Hernandez also complained that Dittman had failed to interview potential defense witness Mejia and Rizo. However, Dittman indicated that his investigator had not yet been able to locate them, but he was continuing to try to find them. This complaint thus lacked merit.

Although Hernandez also complained that Dittman had failed to prepare a diagram of the crime scene, Dittman informed the court he could have such a diagram prepared. This complaint thus did not warrant appointment of new counsel.

The foregoing record does not show that Hernandez's constitutional right to effective assistance of counsel was substantially impaired by the court's denial of his first Marsden motion. We thus conclude the court did not abuse its discretion in denying that motion.

b. March 9 Marsden motion

i. Background

Hernandez brought his second Marsden motion on March 9. He complained again that defense counsel Dittman failed to obtain certain discovery in the case from the prosecution and also failed to conduct an adequate review of the available evidence. Hernandez specifically complained that Dittman failed to obtain records of text messages between Mejia and Patel, which would prove the charges were false and that they were blaming the incident on him because Patel was jealous of the relationship between Mejia and Hernandez.

Hernandez indicated he wanted to present an alibi defense, asserting he may have been in Los Angeles, San Fernando, or San Gabriel on the day of the shooting. Hernandez indicated he wanted Dittman to talk to Hernandez's civil lawsuit attorney about his "injuries" because he had been Tasered seven times in the face and the back of the head, and he was "losing short term memory of certain things."

The court then asked Hernandez, "You want the jury to know you were Tasered seven times, and that's why your memory isn't good, and that's why you don't remember where you were on [June 17, 2007]?" Hernandez replied, "Yes." The court told Hernandez, "[L]et me just say, if you use the defense that you don't have good short-term memory because you were Tasered seven times, [the jury is] going to think you were Tasered seven times because you were not cooperative with the police on several different occasions. That would reflect badly on you, and then you say you can't remember where you were anyway. So it's not much of a defense."
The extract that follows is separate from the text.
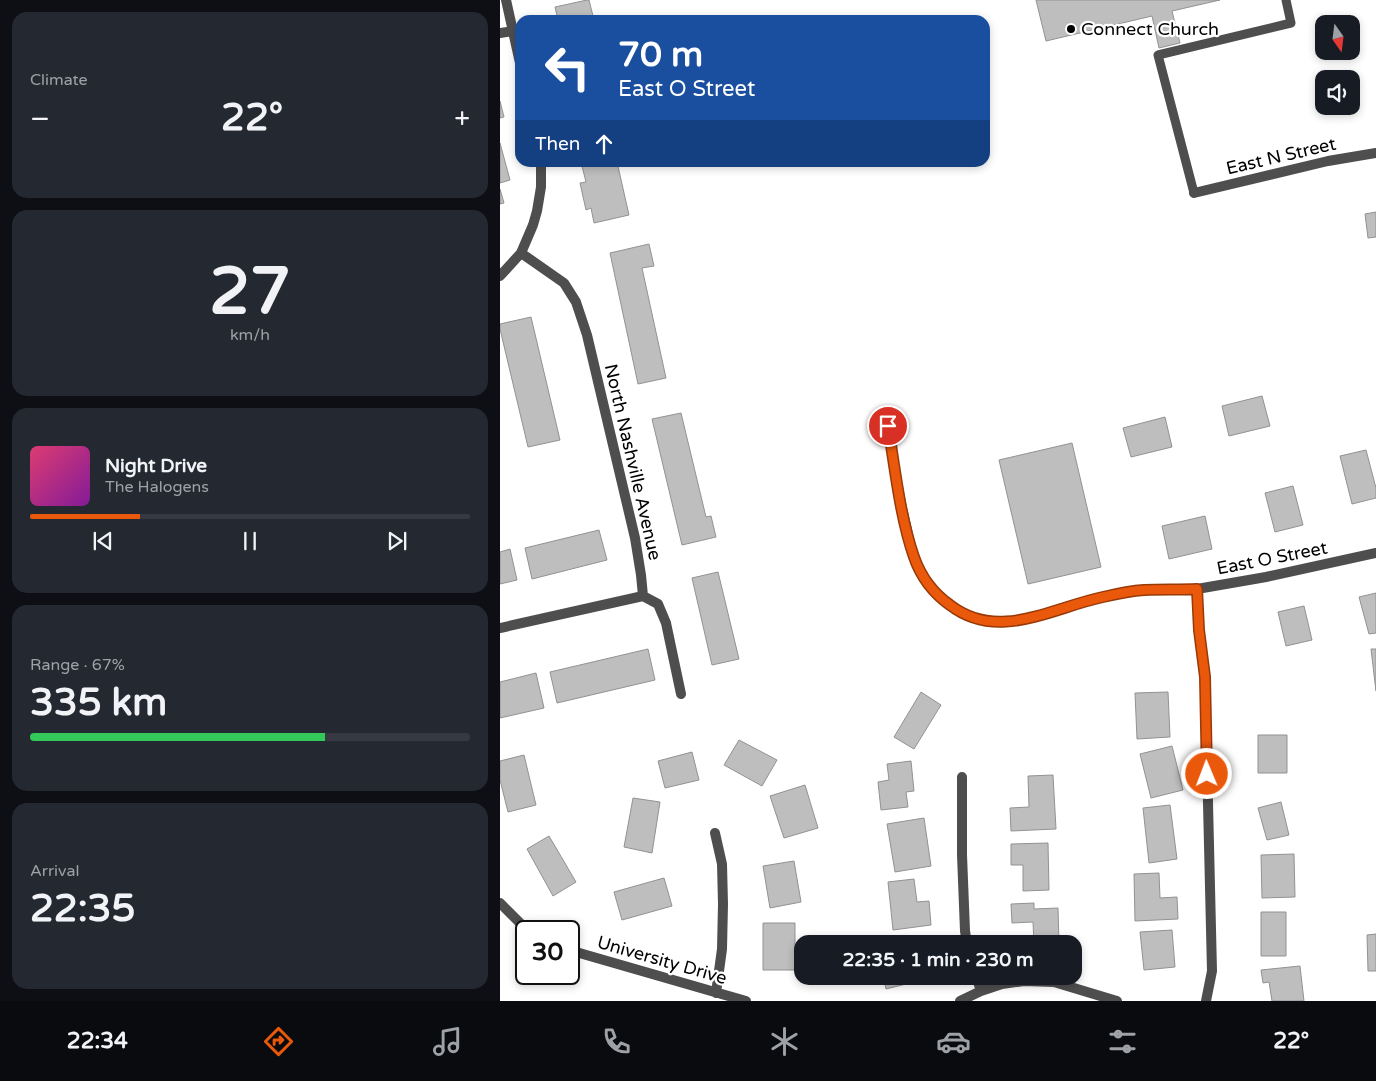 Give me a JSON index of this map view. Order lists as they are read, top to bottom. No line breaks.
{"streets":{"street":["East N Street","North Nashville Avenue","East O Street","University Drive"]},"places":["Connect Church"],"north":"bottom","page":{"tile":["Climate",["27","km/h"],["Range · 67%","335 km"],["Arrival","22:35"]],"turn":["70 m","East O Street"],"heat":["−","22°","+"],"then":"Then","song":["Night Drive","The Halogens"],"limit":"30","trip":"22:35 · 1 min · 230 m","tabs":["22:34","22°"]}}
Dittman responded he had obtained a copy of the taped interview of the victim, Patel, and digital photos of the injuries, and he agreed to request pictures of the crime scene and to subpoena Patel's medical records. When the court stated, "If I were your lawyer, I would probably not subpoena them, because I would be happy with not making a big deal about [Patel's] injuries," Hernandez replied, "Okay." The court responded, "Because I would say, 'You know, ladies and gentlemen, they're charging my client with attempted murder here. We don't have any medical reports. We don't have anything to suggest this was anything other than a scratch. The person walked through it. And if you're trying to kill somebody[,] why are you shooting them in the leg anyway? . . .' So that's a real close tactical call."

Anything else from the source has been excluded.